About this task: Quote the full listing word for word.

═════ Extracted data ═════

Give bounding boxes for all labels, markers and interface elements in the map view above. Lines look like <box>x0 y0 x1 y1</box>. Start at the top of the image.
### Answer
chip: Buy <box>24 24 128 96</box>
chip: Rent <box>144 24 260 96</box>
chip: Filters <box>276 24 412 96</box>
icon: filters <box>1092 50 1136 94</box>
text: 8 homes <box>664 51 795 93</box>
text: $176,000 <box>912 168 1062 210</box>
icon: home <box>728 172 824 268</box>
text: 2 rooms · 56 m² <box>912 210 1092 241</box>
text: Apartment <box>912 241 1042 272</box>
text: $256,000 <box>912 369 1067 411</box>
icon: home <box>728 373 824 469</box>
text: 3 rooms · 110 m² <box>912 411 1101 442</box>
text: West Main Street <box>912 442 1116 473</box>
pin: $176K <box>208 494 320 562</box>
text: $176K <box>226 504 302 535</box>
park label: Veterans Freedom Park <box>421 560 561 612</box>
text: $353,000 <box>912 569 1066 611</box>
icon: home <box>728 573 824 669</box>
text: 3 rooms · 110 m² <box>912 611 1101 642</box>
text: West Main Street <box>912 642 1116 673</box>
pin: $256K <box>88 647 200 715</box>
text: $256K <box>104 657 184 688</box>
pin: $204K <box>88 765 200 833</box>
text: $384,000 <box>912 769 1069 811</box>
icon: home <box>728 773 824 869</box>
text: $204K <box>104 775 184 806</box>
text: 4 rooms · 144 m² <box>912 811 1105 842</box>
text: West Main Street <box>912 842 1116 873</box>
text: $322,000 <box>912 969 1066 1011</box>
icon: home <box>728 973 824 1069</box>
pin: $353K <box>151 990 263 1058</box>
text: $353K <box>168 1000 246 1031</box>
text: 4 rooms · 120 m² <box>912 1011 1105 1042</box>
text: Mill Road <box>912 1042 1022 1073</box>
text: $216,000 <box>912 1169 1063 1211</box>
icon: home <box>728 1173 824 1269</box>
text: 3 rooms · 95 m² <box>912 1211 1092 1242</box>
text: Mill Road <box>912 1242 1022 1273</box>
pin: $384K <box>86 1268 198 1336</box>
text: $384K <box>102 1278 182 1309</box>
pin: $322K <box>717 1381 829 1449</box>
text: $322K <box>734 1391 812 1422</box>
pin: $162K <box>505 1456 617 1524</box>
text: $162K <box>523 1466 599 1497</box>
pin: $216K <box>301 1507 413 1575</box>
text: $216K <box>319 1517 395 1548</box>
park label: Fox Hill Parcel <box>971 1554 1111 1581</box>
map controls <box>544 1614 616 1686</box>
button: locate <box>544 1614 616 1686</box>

═════

Exercise solution:
Give bounding boxes for all labels, markers and interface elements in the map view above. Lines look like <box>x0 y0 x1 y1</box>. Start at the top of the image.
### Answer
chip: Buy <box>24 24 128 96</box>
chip: Rent <box>144 24 260 96</box>
chip: Filters <box>276 24 412 96</box>
icon: filters <box>1092 50 1136 94</box>
text: 8 homes <box>664 51 795 93</box>
text: $176,000 <box>912 168 1062 210</box>
icon: home <box>728 172 824 268</box>
text: 2 rooms · 56 m² <box>912 210 1092 241</box>
text: Apartment <box>912 241 1042 272</box>
text: $256,000 <box>912 369 1067 411</box>
icon: home <box>728 373 824 469</box>
text: 3 rooms · 110 m² <box>912 411 1101 442</box>
text: West Main Street <box>912 442 1116 473</box>
pin: $176K <box>208 494 320 562</box>
text: $176K <box>226 504 302 535</box>
park label: Veterans Freedom Park <box>421 560 561 612</box>
text: $353,000 <box>912 569 1066 611</box>
icon: home <box>728 573 824 669</box>
text: 3 rooms · 110 m² <box>912 611 1101 642</box>
text: West Main Street <box>912 642 1116 673</box>
pin: $256K <box>88 647 200 715</box>
text: $256K <box>104 657 184 688</box>
pin: $204K <box>88 765 200 833</box>
text: $384,000 <box>912 769 1069 811</box>
icon: home <box>728 773 824 869</box>
text: $204K <box>104 775 184 806</box>
text: 4 rooms · 144 m² <box>912 811 1105 842</box>
text: West Main Street <box>912 842 1116 873</box>
text: $322,000 <box>912 969 1066 1011</box>
icon: home <box>728 973 824 1069</box>
pin: $353K <box>151 990 263 1058</box>
text: $353K <box>168 1000 246 1031</box>
text: 4 rooms · 120 m² <box>912 1011 1105 1042</box>
text: Mill Road <box>912 1042 1022 1073</box>
text: $216,000 <box>912 1169 1063 1211</box>
icon: home <box>728 1173 824 1269</box>
text: 3 rooms · 95 m² <box>912 1211 1092 1242</box>
text: Mill Road <box>912 1242 1022 1273</box>
pin: $384K <box>86 1268 198 1336</box>
text: $384K <box>102 1278 182 1309</box>
pin: $322K <box>717 1381 829 1449</box>
text: $322K <box>734 1391 812 1422</box>
pin: $162K <box>505 1456 617 1524</box>
text: $162K <box>523 1466 599 1497</box>
pin: $216K <box>301 1507 413 1575</box>
text: $216K <box>319 1517 395 1548</box>
park label: Fox Hill Parcel <box>971 1554 1111 1581</box>
map controls <box>544 1614 616 1686</box>
button: locate <box>544 1614 616 1686</box>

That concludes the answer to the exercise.